3.3.1. Expérimentation au collège Jean Dasté et dans la classe unique de Gumières

Au collège Jean Dasté, nous soumettions les élèves à trois termes : sondage, échantillon et statistique. Nous relevions que le mot statistique suscitait une évocation nettement moins fréquente que les deux autres et que l’étude en fonction de l'âge des élèves donnait les figures suivantes :

Figure 14 : Les termes
Figure 14 : Les termes sondage, échantillon et statistique selon les collégiens

Apparaissait une stabilité des réponses des élèves (en fonction de l’âge et du sexe), qui laissait écrire alors : « La meilleure considération apportée au mot “échantillon” traduit certainement la sensibilité grandissante envers “l'échantillon publicitaire”! »  Soumis à différents items de prise de connaissance de ces termes, voici les réponses apportées par les élèves :

Figure 15 : Les apports de
Figure 15 : Les apports de sondage, échantillon et statistique selon les collégiens

Ce qui nous permettait de conclure :

‘« Le mot échantillon a pour support, pour résonance spontanée les magazines et les magasins. Il évoque donc pour les élèves une image profondément et essentiellement médiatique. Statistique fait référence à livre scolaire et collège ; cette représentation demeure donc très scolaire. Quant à Sondage, il fait allusion à la télévision et dans une moindre mesure à collège. C'est donc un appel partagé aux domaines scolaire et médiatique.

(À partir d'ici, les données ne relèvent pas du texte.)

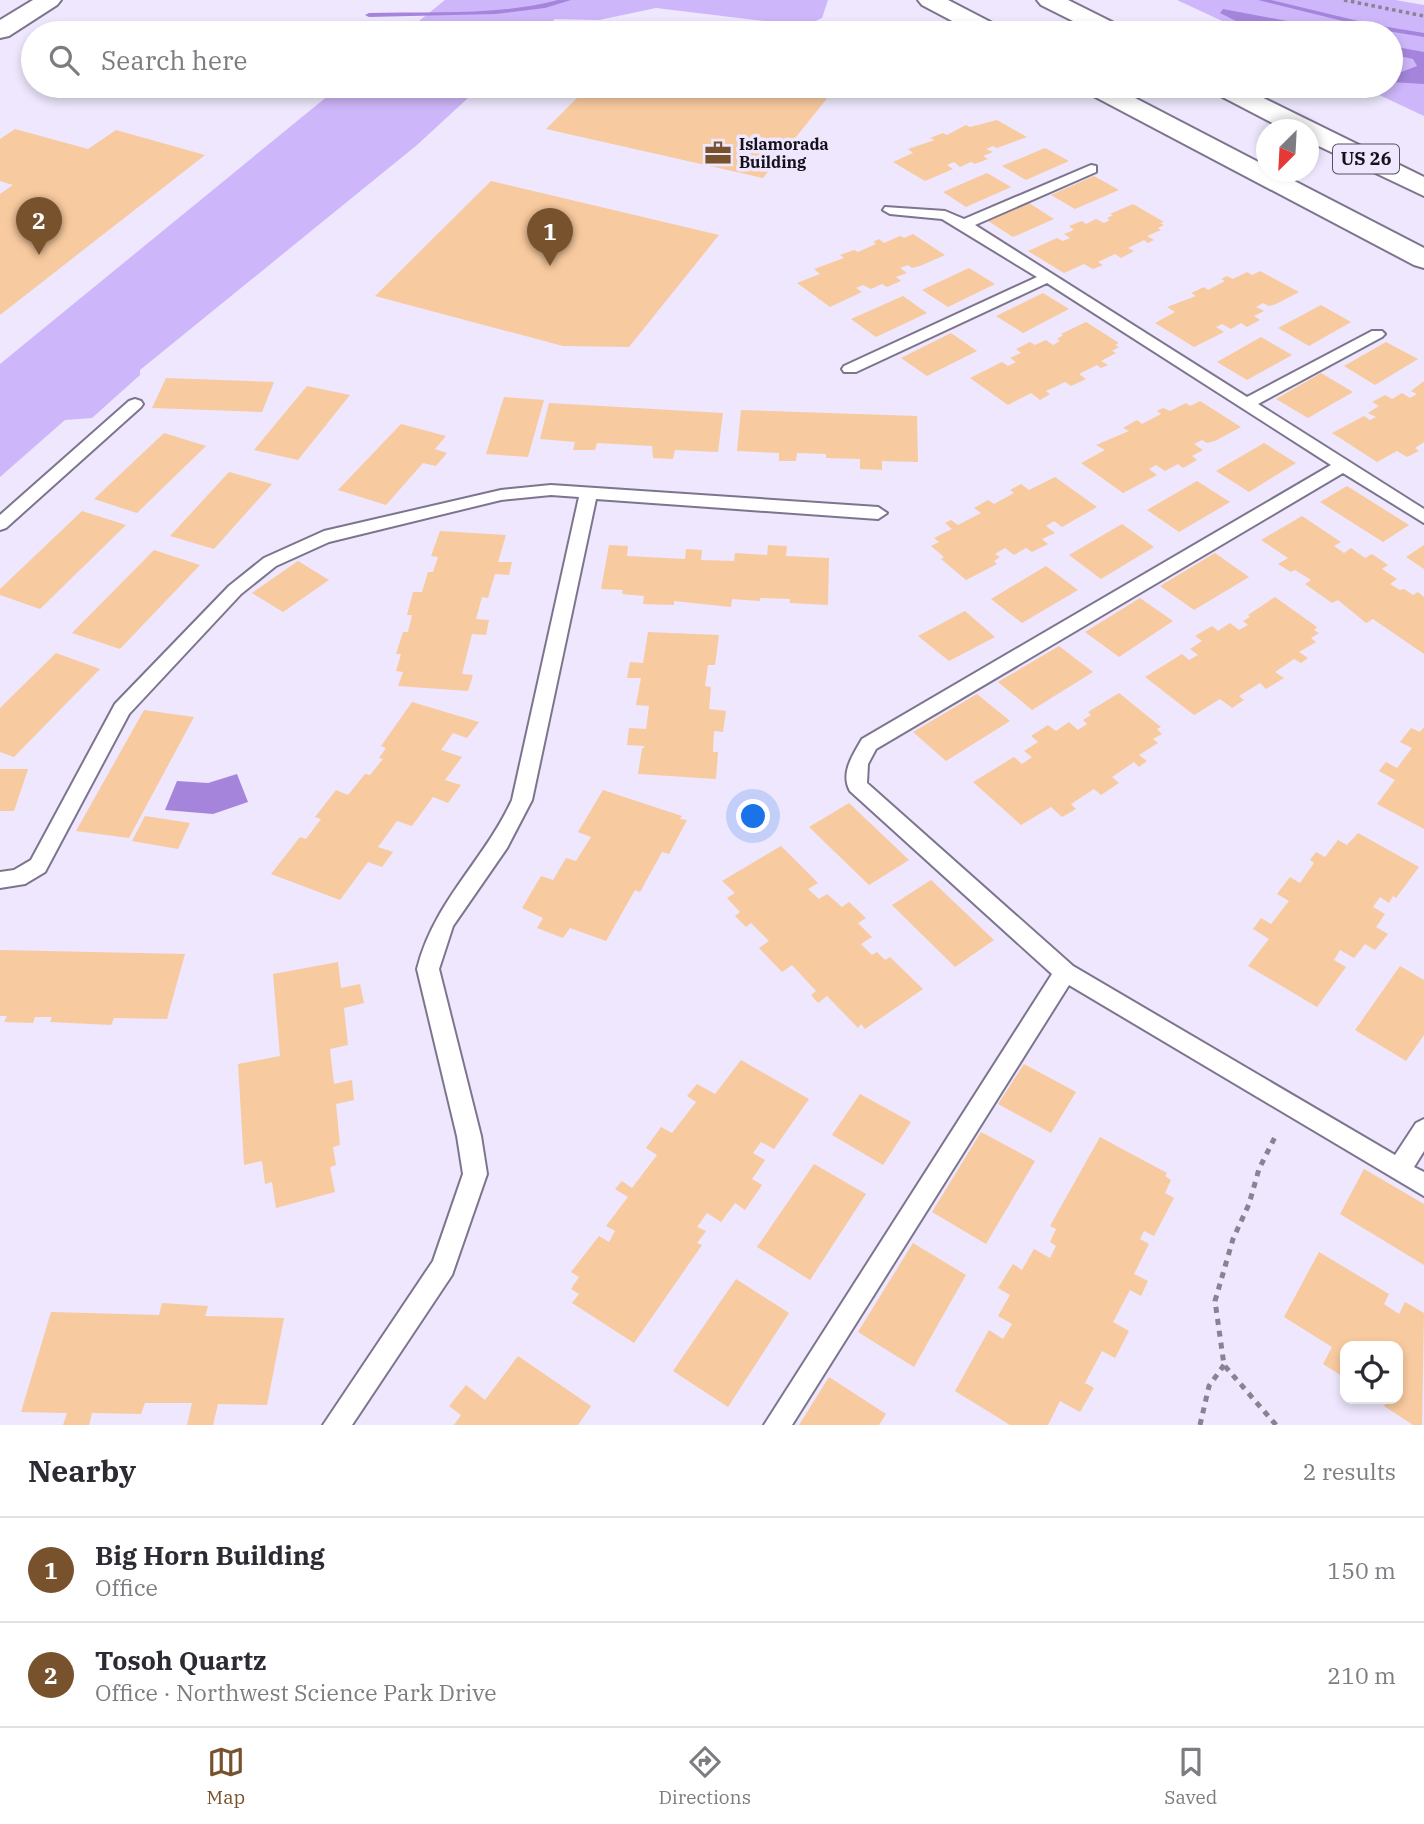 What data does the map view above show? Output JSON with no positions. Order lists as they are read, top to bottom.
{
  "streets": {
    "main road": ["US 26"]
  },
  "places": {
    "office": ["Islamorada Building"]
  },
  "north": "bottom left",
  "page": {
    "search": "Search here",
    "pins": ["2", "1"],
    "heading": ["Nearby", "2 results"],
    "list": [
      {
        "mark": "1",
        "name": "Big Horn Building",
        "note": "Office",
        "value": "150 m"
      },
      {
        "mark": "2",
        "name": "Tosoh Quartz",
        "note": "Office · Northwest Science Park Drive",
        "value": "210 m"
      }
    ],
    "nav": ["Map", "Directions", "Saved"]
  }
}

Comme on peut le constater, l'enseignement de la statistique ne pourra ignorer le support médiatique. Il devra également relier les espaces définis par les trois termes évoqués et harmoniser la confrontation des univers scolaires et extrascolaires. »’

Continuons dans cette approche, avec l’expérimentation conduite dans la classe unique de Gumières. A l’intérieur de cette classe unique, où nous étions l’enseignant, nous voulions tout d’abord percevoir quelles réponses donneraient des élèves de cycle III mis en situation d’incertitude (Annexe 5.2). Aux trois situations proposées :

  • “- Sur 10 bébés qui viennent de naître, combien y a-t-il de filles et combien y a-t-il de garçons ?
  • - Je prends un dé à jouer et je le lance 6 fois. Quels seront les six numéros qui vont apparaître ?
  • - Dans un sac, je place 10 jetons jaunes et 10 jetons rouges. Si j’en tire dix, sans regarder, quelles seront les couleurs qui vont sortir ?”

Voici un exemple représentatif des réponses apportées par les élèves (Figure ci-dessous et Annexe 5.2) :

Figure 16 : Vers la création d’outils d’analyse statistique par les élèves.
Figure 16 : Vers la création d’outils d’analyse statistique par les élèves.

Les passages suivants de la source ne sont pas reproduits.